Basal synaptic transmission was analyzed by generating stimulus/response curves or input/output (I/O) curves prior to each synaptic plasticity experiment. I/O curves were generated by plotting stimulus intensity (100–900 µA) versus fEPSP slope (Fig. S9; [22]). The slope of fEPSPs was measured after the stimulus artifact and the fiber volley from the initial 2–5 ms of the rising phase to about half-peak time of the synaptic response. For the remainder of the experiment, the test stimulus intensity was set to elicit a fEPSP that is ≈40–50% of the maximum response recorded during the I/O measurements. Paired-pulse ratios (P2/P1) were evaluated by dividing the slope of second fEPSP by the slope of first fEPSP obtained at 50 ms inter-stimulus interval (Fig. 4c). fEPSPs at this constant test stimulus intensity were monitored for a period of 25 min to ensure stable responses before induction of LTP.
For induction of synaptic plasticity or long-term potentiation LTP in the PLC, the following high-frequency stimulation HFS stimulation paradigm was used: four trains of HFS (100 pulses at 50 Hz per train) delivered 10 s apart [21]. Experiments assessing the role of GluNs in HFS-LTP were conducted in the presence of (2 R)-amino-5-phosphonovaleric acid [23] (APV; 30 µM, Sigma) in addition to BMI. APV was bath applied 5 min prior to induction of LTP and remained until the end of the experiment. Experiments assessing the role of GluAs in HFS-LTP were conducted in the presence of 6,7-Dinitroquinoxaline-2,3(1H,4H)-dione [21] (DNQX; 20 µM, Sigma) in addition to BMI. DNQX was bath applied 5 min prior to induction of LTP and remained until the end of the experiment. For comparisons of treatment effects on fEPSP slope between slices, values for each recording were normalized to the average slope for the 10 min of baseline before HFS was initiated. Data was acquired, filtered (highpass, 0.1 Hz; lowpass 3 kHz), and amplified using a computer-controlled patch-clamp amplifier (MultiClamp 700B, Molecular Devices) and digitized using an analog to digital converter (Digidata 1550A1, Molecular Devices). Analysis of fEPSP slope was performed using pClamp10.4 software (Molecular Devices).
Statistical Analysis
Ethanol self-administration CIE-ED female and male rats, ethanol self-administration in female and male ED rats, and sucrose self-administration in female and male rats were evaluated using repeated measures two-way ANOVA with the session (or time) as a within-subject factor and sex as a between-subject factor. Differences in ethanol self-administration between CIE-ED and ED rats were evaluated using repeated measures two-way ANOVA with the session (or time) as a within-subject factor and CIE as a between-subject factor in each sex. Differences in BALs between female and male CIE-ED rats were evaluated using repeated measures two-way ANOVA with week (or time) as a within-subject factor and sex as a between-subject factor.
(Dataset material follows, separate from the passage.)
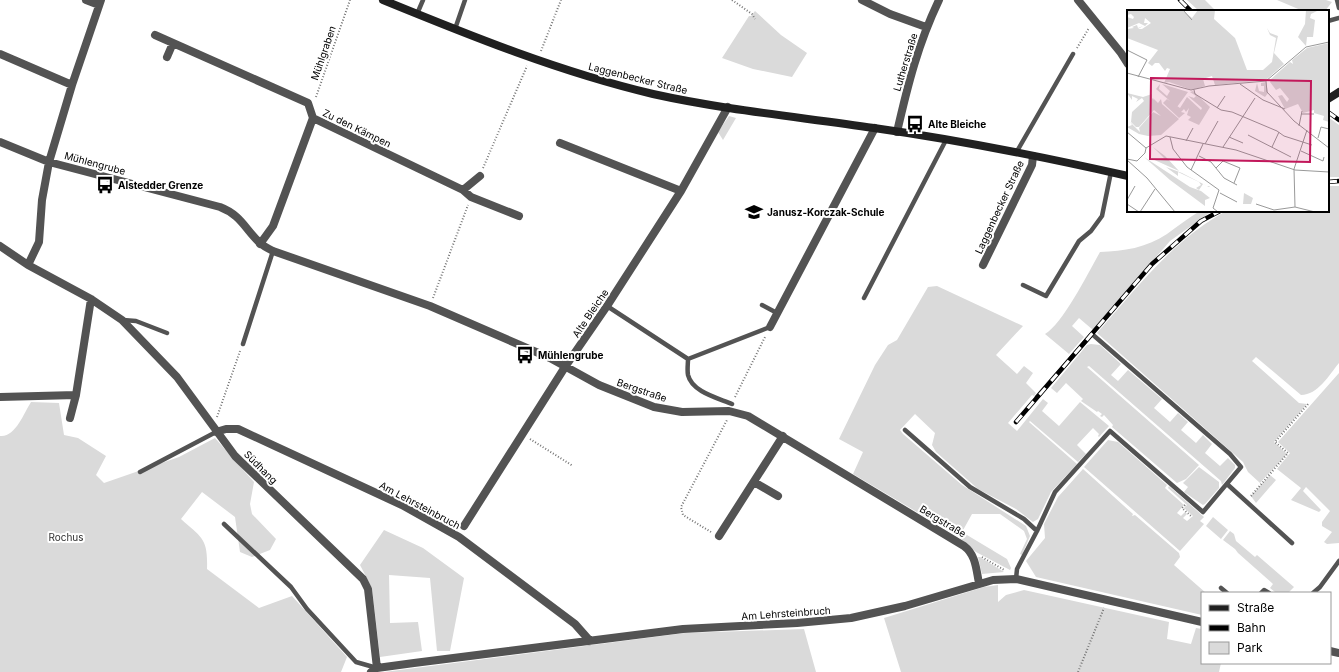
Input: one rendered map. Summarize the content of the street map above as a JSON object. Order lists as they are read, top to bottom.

Effect of endostatin on relapse to drinking and reinstatement in each condition (CIE-ED, ED, or sucrose) was evaluated with endostatin and sex as a between-subject factor. Significant interactions were followed by Fisher’s LSD post hoc tests. When interactions were not evident, pairwise comparisons were performed to determine group or sex differences. Histological and biochemical measures were compared between control, ED, and CIE-ED rats with vehicle or endostatin treatment within each sex using two-way ANOVAs, followed by post hoc tests. Active lever responses and Fos were correlated with histological and biochemical markers using Pearson’s product-moment correlation coefficient. Similarly, electrophysiological data were compared between control, ED, and CIE-ED rats with vehicle or endostatin treatment within each sex using two-way ANOVAs, followed by post hoc tests. Behavioral scores during endostatin injections over the five days were compared using a nonparametric Mann-Whitney test. Statistical significance was accepted at p < 0.05.
Results
CIE enhances blood alcohol levels (BAL) and ethanol drinking during maintenance in female and male rats
A schematic of the timeline of experimental design and experimental groups is indicated in Fig. 1a. BALs in CIE-ED rats steadily increased starting week 4 compared with week 1, and BAL was maintained between 150–300 g/dL in CIE-ED rats between weeks four and seven (Fig. S1). Active lever responding was compared between last three days of training and last week of maintenance under the influence of CIE in female and male CIE-ED rats. Active lever responding for ethanol significantly increased after CIE in female and male CIE-ED rats during the maintenance phase (p < 0.05; Fig. 1b). Inactive lever responding did not differ between the time points in both sexes (Fig. S3). Female and male, ED and sucrose animals show enhanced operant responding during maintenance (p < 0.05; Fig. 1c, d). CIE-ED rats have enhanced ethanol drinking behavior during maintenance compared with ED rats in both sexes (p < 0.05; Fig. 1a, b).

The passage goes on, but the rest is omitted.